* **Input material**
=== Section Start ===
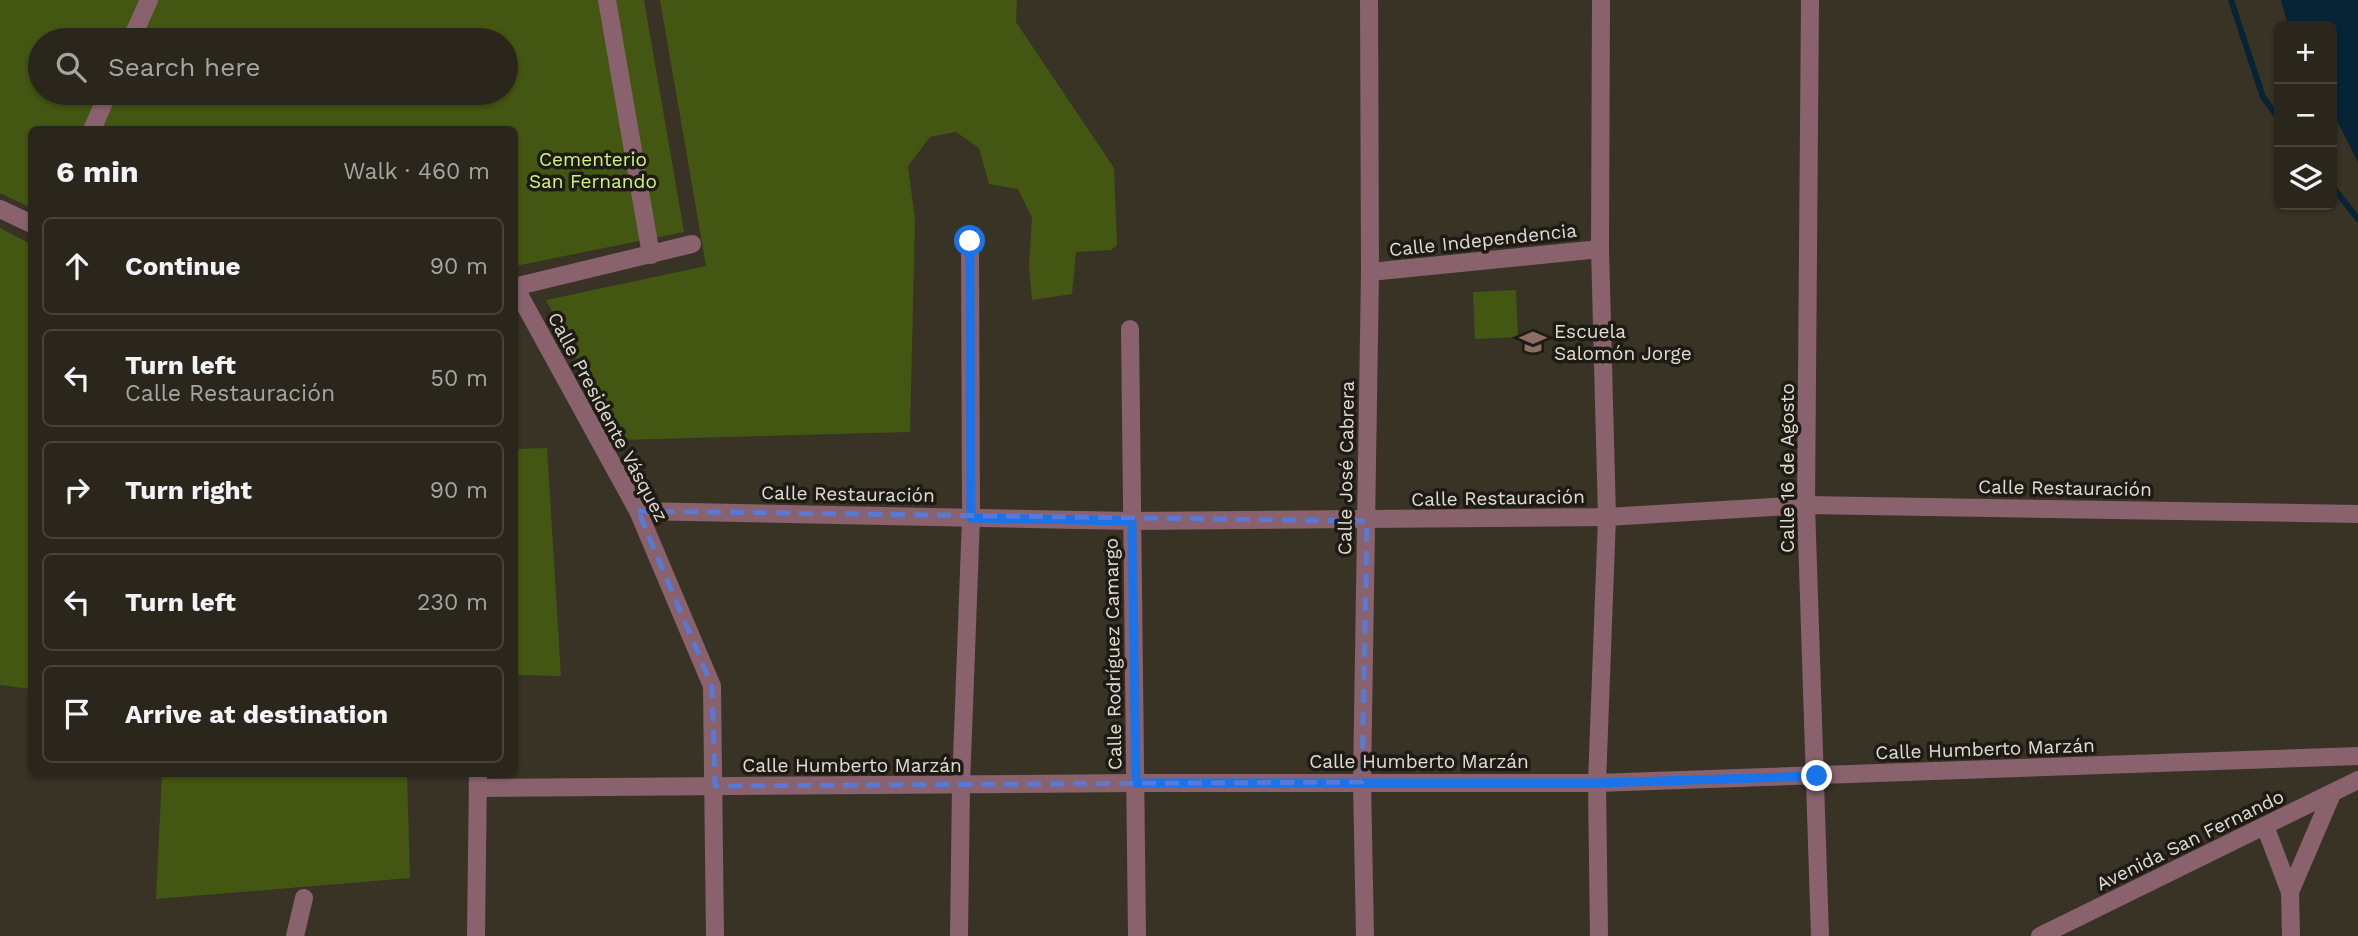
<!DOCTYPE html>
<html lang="en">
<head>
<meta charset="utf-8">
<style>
  body { margin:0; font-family:"Work Sans",sans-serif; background:#373229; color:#f1f3f6 }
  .controls { position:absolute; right:21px; top:21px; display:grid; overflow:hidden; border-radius:10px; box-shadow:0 2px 5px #0004 }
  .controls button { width:63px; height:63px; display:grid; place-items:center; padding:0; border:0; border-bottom:2px solid #47433b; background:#2b261c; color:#f1f3f6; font:35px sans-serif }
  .stop { position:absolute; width:21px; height:21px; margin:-16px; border:5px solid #1a73e8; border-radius:50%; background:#fff }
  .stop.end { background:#1a73e8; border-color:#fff; box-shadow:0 2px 7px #0008 }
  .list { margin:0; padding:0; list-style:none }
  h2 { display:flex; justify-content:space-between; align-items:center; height:91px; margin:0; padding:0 28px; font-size:30px }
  h2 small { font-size:23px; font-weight:400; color:#a6a5a3 }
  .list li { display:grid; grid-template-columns:46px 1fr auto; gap:21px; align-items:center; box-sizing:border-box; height:98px; margin:0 14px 14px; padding:0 14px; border:2px solid #47433b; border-radius:10px }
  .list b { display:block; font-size:26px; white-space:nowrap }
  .list p { margin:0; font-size:23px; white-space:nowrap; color:#a6a5a3 }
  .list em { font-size:23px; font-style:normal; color:#a6a5a3 }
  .icon { flex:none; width:38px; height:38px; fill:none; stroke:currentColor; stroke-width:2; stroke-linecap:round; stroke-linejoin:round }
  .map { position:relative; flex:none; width:2358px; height:936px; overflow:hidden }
  .search { position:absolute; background:#2b261c; box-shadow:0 2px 5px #0004; left:28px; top:28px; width:490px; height:77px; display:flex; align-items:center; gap:18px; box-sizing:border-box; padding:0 24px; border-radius:38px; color:#a6a5a3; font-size:26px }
  .panel { position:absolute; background:#2b261c; box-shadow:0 2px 5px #0004; left:28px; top:126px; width:490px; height:651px; border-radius:10px }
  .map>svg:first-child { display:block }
</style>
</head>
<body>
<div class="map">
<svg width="2358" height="936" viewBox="0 0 2358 936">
  <rect width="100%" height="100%" fill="#393325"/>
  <g fill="#435612" fill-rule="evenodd">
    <path d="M0 0H644L684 232 515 266 514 130H32L31 208 0 193ZM40 40H506V93H40Z"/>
    <polygon points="660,0 1017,0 1016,22 1114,168 1117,245 1111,250 1076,252 1072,294 1032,300 1029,267 1032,218 1018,189 989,184 979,148 956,132 930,137 908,166 915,220 910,432 619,440 546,300 706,266"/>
    <polygon points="0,228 31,244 31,689 0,685"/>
    <polygon points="1516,290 1518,337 1475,339 1473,292"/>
    <polygon points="547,448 561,676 515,675 515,449"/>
    <polygon points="162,774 407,774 410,878 156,899"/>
  </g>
  <polygon fill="#062435" points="2281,0 2358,0 2358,162 2332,111 2332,26 2288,26"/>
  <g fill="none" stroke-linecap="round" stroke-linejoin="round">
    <g stroke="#062435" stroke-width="6">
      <polyline points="2231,0 2263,97 2279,119"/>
      <polyline points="2332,186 2358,219"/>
    </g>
    <g stroke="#89626e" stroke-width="18">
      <polyline points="607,0 651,255"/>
      <polyline points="1810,0 1806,505 1820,936"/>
      <polyline points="131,40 149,0"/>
      <polyline points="92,130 108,93"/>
      <polyline points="0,209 32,224"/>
      <polyline points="1370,272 1600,249"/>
      <polyline points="514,287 692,244"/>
      <polyline points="515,287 638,511 712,686 715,936"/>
      <polyline points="1130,329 1137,936"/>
      <polyline points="638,511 1132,521 1607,517 1806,505 2358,514"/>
      <polyline points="479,788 1136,783 1597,783 2358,756"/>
      <polyline points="2265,826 2290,892 2291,936"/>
      <polyline points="2290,892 2332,794"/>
      <polyline points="295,936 304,898"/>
      <polyline points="476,936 478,774"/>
      <polyline points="959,936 961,786 971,518 970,241"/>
      <polyline points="1365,936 1362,782 1370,272 1369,0"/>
      <polyline points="1599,936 1597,783 1607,517 1600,249 1601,0"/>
      <polyline points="2040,936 2358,780"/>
    </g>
  </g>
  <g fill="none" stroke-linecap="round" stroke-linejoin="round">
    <polyline stroke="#1a73e8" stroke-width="9" points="970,241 971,518 1132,521 1136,783 1597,783 1817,776"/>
  </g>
  <path fill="none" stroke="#5879d6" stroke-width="5" stroke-dasharray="14 9" stroke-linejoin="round" d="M638 511 1367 521 1362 782 715 786 712 686Z"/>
  <defs>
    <g id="school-bare" transform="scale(2.1)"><path d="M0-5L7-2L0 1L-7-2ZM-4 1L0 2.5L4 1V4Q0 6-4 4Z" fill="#8d6e63" stroke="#1e1b15" stroke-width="2.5" paint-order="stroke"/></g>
  </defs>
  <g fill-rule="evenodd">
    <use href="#school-bare" x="1533" y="342"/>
  </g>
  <g text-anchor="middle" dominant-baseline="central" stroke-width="7" stroke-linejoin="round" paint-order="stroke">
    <g font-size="19" fill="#cff582" stroke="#1e1b15">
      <text x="593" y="159">Cementerio<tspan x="593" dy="22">San Fernando</tspan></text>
    </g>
    <g font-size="19" fill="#e0dcd3" stroke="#1e1b15">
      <text transform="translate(1483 240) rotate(-6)">Calle Independencia</text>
      <text transform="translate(608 417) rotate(62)">Calle Presidente Vásquez</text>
      <text transform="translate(1346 468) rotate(-89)">Calle José Cabrera</text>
      <text transform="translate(1787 468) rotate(-90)">Calle 16 de Agosto</text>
      <text transform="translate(2065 488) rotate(1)">Calle Restauración</text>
      <text transform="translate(848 494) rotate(1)">Calle Restauración</text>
      <text transform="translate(1498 498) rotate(-1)">Calle Restauración</text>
      <text transform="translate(1113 654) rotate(-91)">Calle Rodríguez Camargo</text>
      <text transform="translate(1985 749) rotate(-2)">Calle Humberto Marzán</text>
      <text x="1419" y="761">Calle Humberto Marzán</text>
      <text x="852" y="765">Calle Humberto Marzán</text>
      <text transform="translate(2190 840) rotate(-26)">Avenida San Fernando</text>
    </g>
    <g font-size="19" fill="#e0dcd3" stroke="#1e1b15" text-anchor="start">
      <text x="1554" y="331">Escuela<tspan x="1554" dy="22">Salomón Jorge</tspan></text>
    </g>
  </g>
</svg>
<div class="controls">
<button>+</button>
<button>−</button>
<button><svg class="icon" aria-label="layers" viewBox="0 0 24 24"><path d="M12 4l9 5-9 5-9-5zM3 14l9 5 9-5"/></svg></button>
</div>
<div class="stop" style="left:970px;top:241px"></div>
<div class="stop end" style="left:1817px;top:776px"></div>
<div class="search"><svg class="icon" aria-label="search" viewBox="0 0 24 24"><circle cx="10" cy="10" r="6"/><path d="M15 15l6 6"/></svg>Search here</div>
<section class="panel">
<h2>6 min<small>Walk · 460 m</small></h2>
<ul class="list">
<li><svg class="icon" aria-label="ahead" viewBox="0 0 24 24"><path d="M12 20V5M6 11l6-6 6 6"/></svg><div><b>Continue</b></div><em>90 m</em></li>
<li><svg class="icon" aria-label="left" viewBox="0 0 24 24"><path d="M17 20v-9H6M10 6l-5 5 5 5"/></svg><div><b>Turn left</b><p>Calle Restauración</p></div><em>50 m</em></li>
<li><svg class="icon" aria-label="right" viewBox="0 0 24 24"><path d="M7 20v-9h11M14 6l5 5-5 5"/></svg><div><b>Turn right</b></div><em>90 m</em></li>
<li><svg class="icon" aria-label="left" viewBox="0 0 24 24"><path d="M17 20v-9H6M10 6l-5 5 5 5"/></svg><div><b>Turn left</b></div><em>230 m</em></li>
<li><svg class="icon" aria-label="arrive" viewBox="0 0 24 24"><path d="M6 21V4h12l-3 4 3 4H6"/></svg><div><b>Arrive at destination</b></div></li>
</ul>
</section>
</div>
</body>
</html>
=== Section End ===
* **What you should do**
Go line by line through the data and copy any that contain "solid".

* **The completed task**
  .controls button { width:63px; height:63px; display:grid; place-items:center; padding:0; border:0; border-bottom:2px solid #47433b; background:#2b261c; color:#f1f3f6; font:35px sans-serif }
  .stop { position:absolute; width:21px; height:21px; margin:-16px; border:5px solid #1a73e8; border-radius:50%; background:#fff }
  .list li { display:grid; grid-template-columns:46px 1fr auto; gap:21px; align-items:center; box-sizing:border-box; height:98px; margin:0 14px 14px; padding:0 14px; border:2px solid #47433b; border-radius:10px }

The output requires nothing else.